- _Data items_:
[Start of section]

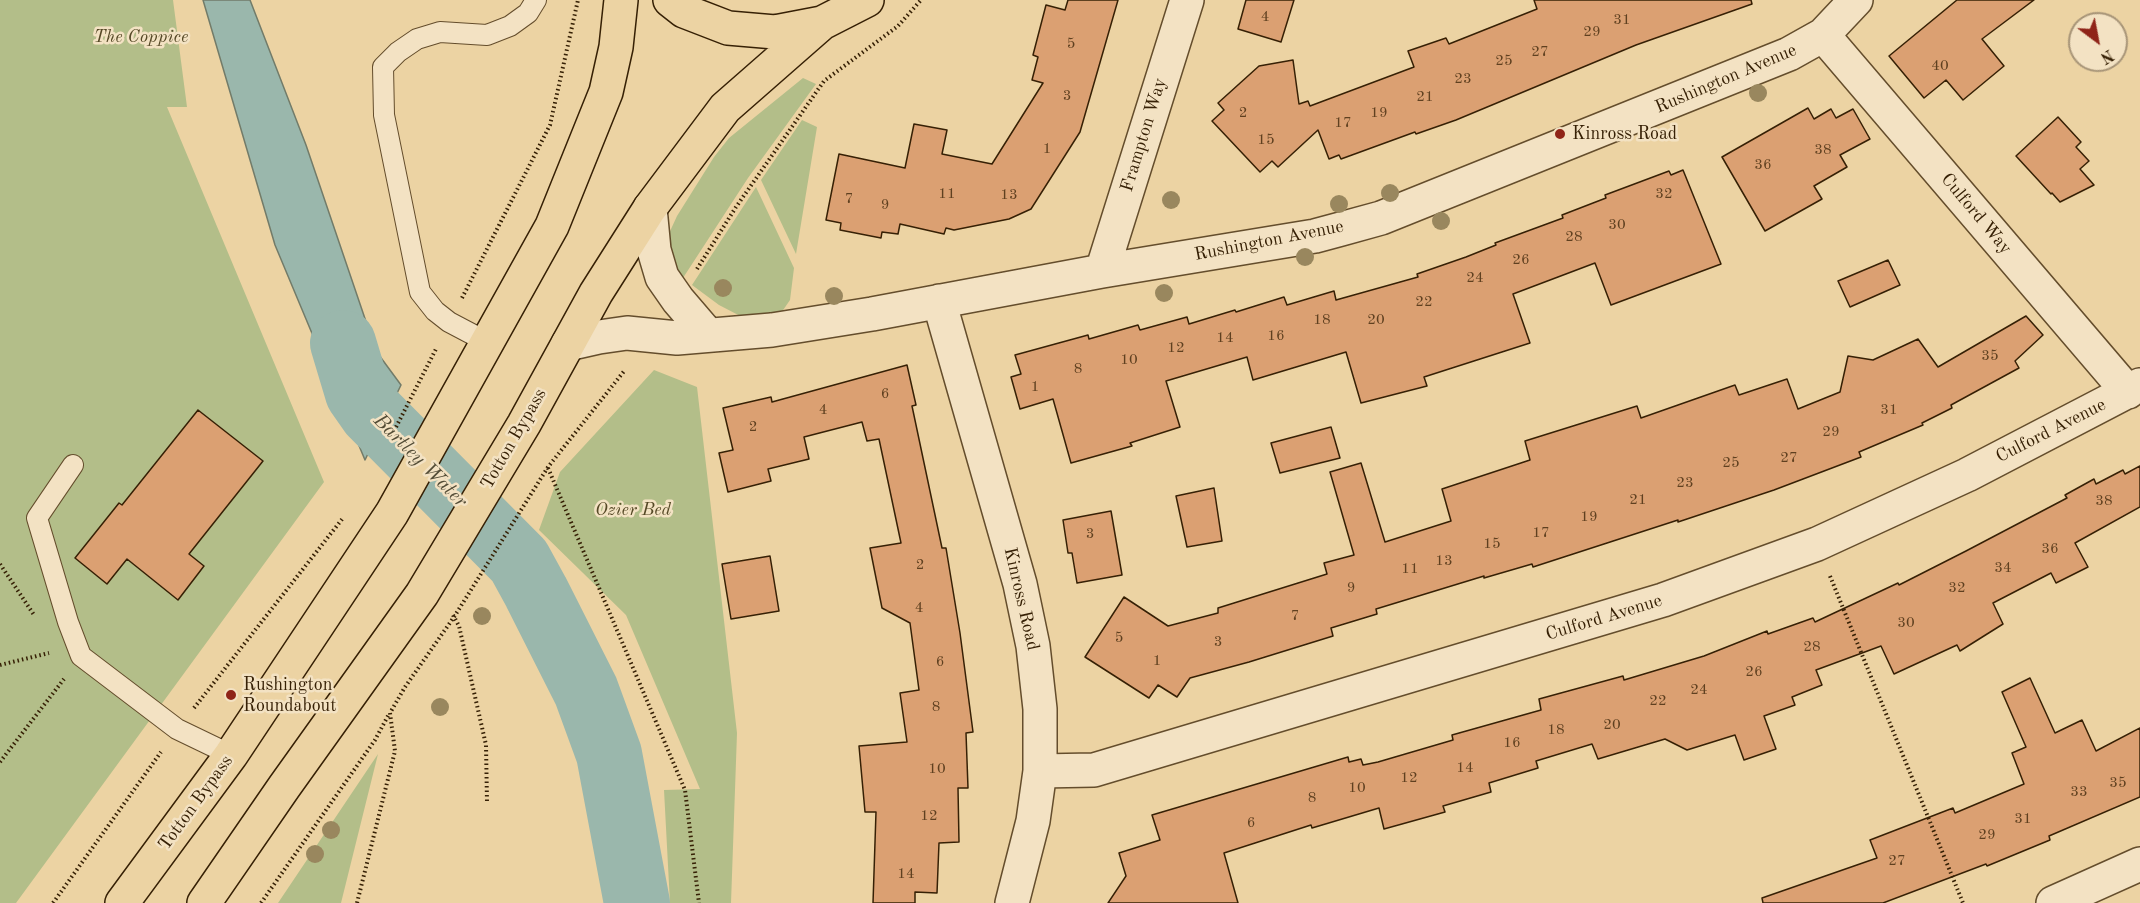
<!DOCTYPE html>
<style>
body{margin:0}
#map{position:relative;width:2140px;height:903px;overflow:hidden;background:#ecd3a3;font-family:"Old Standard TT",serif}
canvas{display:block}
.north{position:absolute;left:2068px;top:12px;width:60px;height:60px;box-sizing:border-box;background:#f3e2c3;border:2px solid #a79477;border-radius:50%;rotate:148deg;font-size:16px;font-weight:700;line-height:24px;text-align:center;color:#362005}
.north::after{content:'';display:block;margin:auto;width:21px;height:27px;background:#8f2418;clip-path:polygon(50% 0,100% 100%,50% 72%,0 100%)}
</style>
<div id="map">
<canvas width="2140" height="903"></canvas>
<div class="north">N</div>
</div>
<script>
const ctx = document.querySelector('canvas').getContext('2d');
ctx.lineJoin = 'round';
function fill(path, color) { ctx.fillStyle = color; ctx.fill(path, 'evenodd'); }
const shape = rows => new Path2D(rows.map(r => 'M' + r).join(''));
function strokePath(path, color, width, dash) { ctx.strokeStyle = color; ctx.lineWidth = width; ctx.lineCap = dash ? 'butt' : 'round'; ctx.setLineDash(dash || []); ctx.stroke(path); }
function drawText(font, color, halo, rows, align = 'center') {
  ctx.font = font + ' "Old Standard TT",serif'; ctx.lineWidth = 5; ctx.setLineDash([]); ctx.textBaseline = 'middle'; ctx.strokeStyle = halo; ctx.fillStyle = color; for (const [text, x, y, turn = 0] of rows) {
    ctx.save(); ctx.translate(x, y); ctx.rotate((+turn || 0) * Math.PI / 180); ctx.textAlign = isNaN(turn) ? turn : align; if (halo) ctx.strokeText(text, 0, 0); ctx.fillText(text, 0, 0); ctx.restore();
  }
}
const green = shape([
 [0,0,173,0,187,107,167,107,324,482,16,903,0,903],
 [803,78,816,84,748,178,681,281,666,240,677,216,714,157,729,138],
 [802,120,817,127,796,254,761,180],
 [756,187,794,268,790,300,779,316,746,319,719,305,692,285],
 [654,370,697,387,737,733,731,903,670,903,664,790,700,789,626,615,539,530,560,472],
 [378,754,341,903,278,903]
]);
const water = shape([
 [203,0,250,0,306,145,376,351,401,385,365,460,275,245,203,0]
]);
const river = shape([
 [343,343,358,393,372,413,519,561,536,592,586,691,609,754,637,903]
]);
const building = shape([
 [1068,0,1118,0,1080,132,1031,209,1009,219,954,230,946,228,944,234,900,224,898,234,882,232,881,238,840,230,841,223,826,220,839,154,905,168,914,124,947,130,942,154,992,164,1043,83,1032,80,1038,57,1033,55,1046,5,1065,10,1068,0],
 [1246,0,1294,0,1281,42,1238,29,1246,0],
 [1534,0,1751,0,1752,4,1636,45,1456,120,1416,134,1415,132,1341,159,1339,155,1329,159,1318,130,1278,167,1272,161,1260,172,1212,121,1224,110,1218,103,1259,66,1293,60,1299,104,1308,101,1310,106,1414,67,1408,51,1446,38,1449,44,1537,9,1534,0],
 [1957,0,2034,0,1982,39,2004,66,1963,100,1946,80,1924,98,1889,56,1957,0],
 [1808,108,1814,119,1831,109,1836,118,1853,109,1870,139,1840,155,1847,167,1814,186,1822,199,1765,231,1722,157,1808,108],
 [2058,117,2081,142,2076,147,2089,161,2080,169,2094,185,2060,202,2052,193,2051,194,2016,156,2058,117],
 [1683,170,1721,264,1611,305,1595,263,1513,294,1530,343,1424,377,1427,386,1361,403,1346,352,1253,380,1247,357,1166,381,1180,427,1130,443,1132,446,1071,463,1053,399,1020,409,1011,377,1021,374,1015,355,1088,335,1089,339,1138,325,1140,330,1187,317,1189,324,1235,310,1236,312,1284,297,1287,305,1334,291,1336,300,1418,277,1417,274,1466,257,1496,245,1495,243,1563,218,1562,215,1606,198,1605,195,1669,171,1671,175,1683,170],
 [1888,260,1900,285,1850,307,1838,281,1888,260],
 [2026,316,2043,335,2015,361,2019,368,1951,405,1952,408,1922,423,1923,425,1859,452,1861,457,1774,490,1678,522,1678,520,1533,567,1532,564,1484,578,1484,576,1376,609,1377,614,1331,628,1333,636,1249,662,1190,678,1177,697,1158,685,1149,698,1085,657,1124,597,1168,626,1218,613,1218,608,1327,574,1324,563,1354,555,1330,472,1361,463,1385,542,1451,521,1442,489,1530,460,1525,441,1637,406,1641,418,1735,385,1739,395,1787,379,1798,409,1840,392,1848,356,1873,360,1918,339,1938,367,2026,316],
 [907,365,916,405,912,406,942,548,946,548,960,633,973,732,966,733,968,788,958,788,959,842,939,843,937,893,915,892,915,903,873,903,876,812,865,812,859,746,907,742,900,693,919,690,910,623,882,608,870,548,901,543,879,439,867,441,862,422,804,437,809,459,768,469,771,481,728,492,719,453,733,450,723,408,771,397,772,402,907,365],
 [198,410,263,461,189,554,204,566,178,600,127,559,107,584,75,558,119,503,122,505,198,410],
 [1331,427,1340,458,1280,473,1271,443,1331,427],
 [2140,466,2140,507,2075,543,2088,567,2056,583,2051,573,1993,603,2003,624,1960,651,1957,645,1894,674,1881,646,1816,670,1822,685,1792,697,1795,705,1764,716,1776,749,1744,760,1735,735,1687,750,1665,739,1598,759,1592,744,1536,761,1538,768,1489,783,1491,792,1443,806,1445,812,1384,829,1379,808,1312,828,1311,825,1224,853,1238,903,1108,903,1126,876,1119,853,1160,840,1152,815,1348,757,1349,762,1361,759,1363,765,1378,762,1453,740,1452,735,1541,710,1539,699,1623,676,1624,680,1704,656,1767,631,1768,634,1813,618,1815,622,1898,583,1899,585,1966,551,2067,498,2065,495,2094,479,2096,484,2123,470,2125,474,2140,466],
 [1214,488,1222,541,1187,547,1176,496,1214,488],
 [1111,511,1122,575,1077,583,1072,553,1068,553,1063,520,1111,511],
 [770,556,779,611,731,619,722,564,770,556],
 [2030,678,2055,733,2082,720,2096,751,2140,728,2140,797,2049,836,2050,840,1987,866,1986,864,1883,903,1763,903,1762,898,1877,858,1870,840,1953,808,1955,813,2024,784,2012,753,2026,747,2002,692,2030,678]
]);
const path = shape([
 [697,269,736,207,824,81,898,26,921,0],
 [462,298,550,125,578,0],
 [394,431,437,347],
 [548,468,685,790,699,903],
 [0,564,34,615],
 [1830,576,1963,903],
 [453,615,459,626,486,745,487,802],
 [0,665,49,653],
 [194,708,343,518],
 [0,762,64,679],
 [53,903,161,752],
 [261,903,375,740,389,714],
 [357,903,395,751,390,713,405,687,454,617,548,467,625,370]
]);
const service = shape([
 [487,342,449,322,435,311,420,292,384,115,383,67,398,52,417,39,440,32,487,35,510,26,528,13,536,0],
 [73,465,37,518,68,622,81,656,177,729,231,755]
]);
const minor = shape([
 [1823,35,2128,392],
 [650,208,654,250,662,277,678,300,708,335],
 [1102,271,1187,0],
 [939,301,1020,584,1033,646,1040,709,1040,771,1033,821,1012,903],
 [568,344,599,337,627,333,677,338,772,330,872,314,1102,271,1315,236,1341,229,1381,218,1789,54,1823,35,1856,0],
 [1040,771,1094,770,1663,600,1817,544,1967,475,2140,385],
 [2053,903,2140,864]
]);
const primary = shape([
 [670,0,684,11,728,28,775,32,822,23,867,0],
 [122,903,231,755,392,513,552,226,606,92,616,47,621,0],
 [204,903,284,787,422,594,524,424,596,293,650,208,725,108,822,23]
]);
const trees = [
 [1758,93],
 [1390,193],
 [1171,200],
 [1339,204],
 [1441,221],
 [1305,257],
 [723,288],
 [1164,293],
 [834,296],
 [482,616],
 [440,707],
 [331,830],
 [315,854]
];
const markers = [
 [1560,134,6,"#8f2418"],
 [231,695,6,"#8f2418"]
];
const numberNames = [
 ["4",1265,17],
 ["31",1622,20],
 ["29",1592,32],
 ["5",1071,44],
 ["27",1540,52],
 ["25",1504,61],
 ["40",1940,66],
 ["23",1463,79],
 ["3",1067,96],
 ["21",1425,97],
 ["2",1243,113],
 ["19",1379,113],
 ["17",1343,123],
 ["15",1266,140],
 ["1",1047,149],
 ["38",1823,150],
 ["36",1763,165],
 ["11",947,194],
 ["32",1664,194],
 ["13",1009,195],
 ["7",849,199],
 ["9",885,205],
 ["30",1617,225],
 ["28",1574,237],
 ["26",1521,260],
 ["24",1475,278],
 ["22",1424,302],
 ["18",1322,320],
 ["20",1376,320],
 ["16",1276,336],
 ["14",1225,338],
 ["12",1176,348],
 ["35",1990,356],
 ["10",1129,360],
 ["8",1078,369],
 ["1",1035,387],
 ["6",885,394],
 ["4",823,410],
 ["31",1889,410],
 ["2",753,427],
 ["29",1831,432],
 ["27",1789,458],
 ["25",1731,463],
 ["23",1685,483],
 ["21",1638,500],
 ["38",2104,501],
 ["19",1589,517],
 ["17",1541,533],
 ["3",1090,534],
 ["15",1492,544],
 ["36",2050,549],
 ["13",1444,561],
 ["2",920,565],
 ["34",2003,568],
 ["11",1410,569],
 ["9",1351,588],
 ["32",1957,588],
 ["4",919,608],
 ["7",1295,616],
 ["30",1906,623],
 ["5",1119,638],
 ["3",1218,642],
 ["28",1812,647],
 ["1",1157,661],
 ["6",940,662],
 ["26",1754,672],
 ["24",1699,690],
 ["22",1658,701],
 ["8",936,707],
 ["20",1612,725],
 ["18",1556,730],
 ["16",1512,743],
 ["14",1465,768],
 ["10",937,769],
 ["12",1409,778],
 ["35",2118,783],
 ["10",1357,788],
 ["33",2079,792],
 ["8",1312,798],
 ["12",929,816],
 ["31",2023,819],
 ["6",1251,823],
 ["29",1987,835],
 ["27",1897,861],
 ["14",906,874]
];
const parkNames = [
 ["The Coppice",141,37],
 ["Ozier Bed",633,510]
];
const streetNames = [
 ["Rushington Avenue",1726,79,-23],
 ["Frampton Way",1144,135,-73],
 ["Culford Way",1976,214,50],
 ["Rushington Avenue",1269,241,-11],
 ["Culford Avenue",2051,431,-27],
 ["Totton Bypass",514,439,-60],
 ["Kinross Road",1021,599,77],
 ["Culford Avenue",1604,618,-17],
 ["Totton Bypass",196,803,-54]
];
const poiNames = [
 ["Kinross Road",1572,134],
 ["Rushington",243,685],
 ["Roundabout",243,706]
];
const waterNames = [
 ["Bartley Water",420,461,45]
];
fill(green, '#b3be89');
fill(water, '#9ab7ac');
strokePath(water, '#727b69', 1.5);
strokePath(river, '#9ab7ac', 66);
fill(building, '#dba072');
strokePath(building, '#362005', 1.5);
strokePath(service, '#644d2c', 22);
strokePath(minor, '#644d2c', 36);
strokePath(primary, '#362005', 36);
strokePath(path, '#362005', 4, [1.5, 3]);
strokePath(service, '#f3e2c3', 20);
strokePath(minor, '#f3e2c3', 33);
strokePath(primary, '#ecd3a3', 33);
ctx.fillStyle = '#99875e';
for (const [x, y] of trees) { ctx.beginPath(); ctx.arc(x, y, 9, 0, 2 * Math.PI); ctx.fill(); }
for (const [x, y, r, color] of markers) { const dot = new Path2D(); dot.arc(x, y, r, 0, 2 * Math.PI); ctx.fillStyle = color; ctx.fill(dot); strokePath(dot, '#f3e2c3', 2); }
drawText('15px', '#5f4020', null, numberNames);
drawText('italic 18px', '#554826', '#f3e2c3', parkNames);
drawText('18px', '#362005', '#f3e2c3', streetNames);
drawText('18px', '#362005', '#f3e2c3', poiNames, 'left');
drawText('italic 20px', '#544d37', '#f3e2c3', waterNames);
</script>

[End of section]

- _TASK DETAILS_: The expected answer is a copy of every line in the entries that holds the word "function".

- _WRITTEN RESPONSE_:
function fill(path, color) { ctx.fillStyle = color; ctx.fill(path, 'evenodd'); }
function strokePath(path, color, width, dash) { ctx.strokeStyle = color; ctx.lineWidth = width; ctx.lineCap = dash ? 'butt' : 'round'; ctx.setLineDash(dash || []); ctx.stroke(path); }
function drawText(font, color, halo, rows, align = 'center') {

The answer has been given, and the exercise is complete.